You are viewing a plain text version of this content. The canonical link for it is here.

Posted to user@spark.apache.org by sixers <bu...@gmail.com> on 2017/10/09 13:36:27 UTC

[Spark SQL] Missing data in Elastisearch when writing data with elasticsearch-spark connector

### Issue description

We have an issue with data consistency when storing data in Elasticsearch
using Spark and elasticsearch-spark connector. Job finishes successfully,
but when we compare the original data (stored in S3), with the data stored
in ES, some documents are not present in Elasticsearch.

### Steps to reproduce

This issue doesn't always happen and unfortunately we cannot reproduce it on
demand. The only indicator we found that correlates with occurrences of this
bug, is the presence of the failed stage while saving data in Elasticsearch. 
Jobs which have this stage failure eventually complete successfully, but the
data is inconsistent. 

We use the following configuration:

- Elasticsearch:
  - "es.write.operation": "index"
  - "es.nodes.discovery": "false"
  - "es.nodes.wan.only": "true"
- Spark:
  - write mode: "append"

### Version Info

- OS:         :  Amazon Linux
- JVM         :  1.8
- Hadoop/Spark:  Hadoop 2.7.3 (Amazon), Spark 2.2.0
- ES-Hadoop   :  elasticsearch-spark-20_2.11:5.5.2
- ES          :  5.3 (Amazon Elasticsearch Service).

### Questions

I'm looking for some guidance in order to debug this issue.

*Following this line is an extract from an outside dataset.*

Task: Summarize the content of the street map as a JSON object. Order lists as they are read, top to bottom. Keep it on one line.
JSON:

1. I want to understand why Elasticsearch doesn't have all the data although
Spark says it finished the job and saved the data?
2. What can we do to ensure that we write data to ES in a consistent manner?



--
Sent from: http://apache-spark-user-list.1001560.n3.nabble.com/

---------------------------------------------------------------------
To unsubscribe e-mail: user-unsubscribe@spark.apache.org

Re: [Spark SQL] Missing data in Elastisearch when writing data with elasticsearch-spark connector

Posted by ayan guha <gu...@gmail.com>.

Have you raised it in ES connector github as issues? In my past experience
(with hadoop connector with Pig), they respond pretty quickly.

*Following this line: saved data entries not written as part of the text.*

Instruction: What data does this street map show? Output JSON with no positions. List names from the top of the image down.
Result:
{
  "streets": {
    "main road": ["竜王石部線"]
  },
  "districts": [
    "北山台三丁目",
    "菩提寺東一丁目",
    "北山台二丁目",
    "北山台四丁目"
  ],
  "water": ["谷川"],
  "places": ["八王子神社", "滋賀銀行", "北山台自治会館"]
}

On Tue, Oct 10, 2017 at 12:36 AM, sixers <bu...@gmail.com> wrote:

> ### Issue description
>
> We have an issue with data consistency when storing data in Elasticsearch
> using Spark and elasticsearch-spark connector. Job finishes successfully,
> but when we compare the original data (stored in S3), with the data stored
> in ES, some documents are not present in Elasticsearch.
>
> ### Steps to reproduce
>
> This issue doesn't always happen and unfortunately we cannot reproduce it
> on
> demand. The only indicator we found that correlates with occurrences of
> this
> bug, is the presence of the failed stage while saving data in
> Elasticsearch.
> Jobs which have this stage failure eventually complete successfully, but
> the
> data is inconsistent.
>
> We use the following configuration:
>
> - Elasticsearch:
>   - "es.write.operation": "index"
>   - "es.nodes.discovery": "false"
>   - "es.nodes.wan.only": "true"
> - Spark:
>   - write mode: "append"
>
> ### Version Info
>
> - OS:         :  Amazon Linux
> - JVM         :  1.8
> - Hadoop/Spark:  Hadoop 2.7.3 (Amazon), Spark 2.2.0
> - ES-Hadoop   :  elasticsearch-spark-20_2.11:5.5.2
> - ES          :  5.3 (Amazon Elasticsearch Service).
>
> ### Questions
>
> I'm looking for some guidance in order to debug this issue.
>
> 1. I want to understand why Elasticsearch doesn't have all the data
> although
> Spark says it finished the job and saved the data?
> 2. What can we do to ensure that we write data to ES in a consistent
> manner?
>
>
>
> --
> Sent from: http://apache-spark-user-list.1001560.n3.nabble.com/
>
> ---------------------------------------------------------------------
> To unsubscribe e-mail: user-unsubscribe@spark.apache.org
>
>


-- 
Best Regards,
Ayan Guha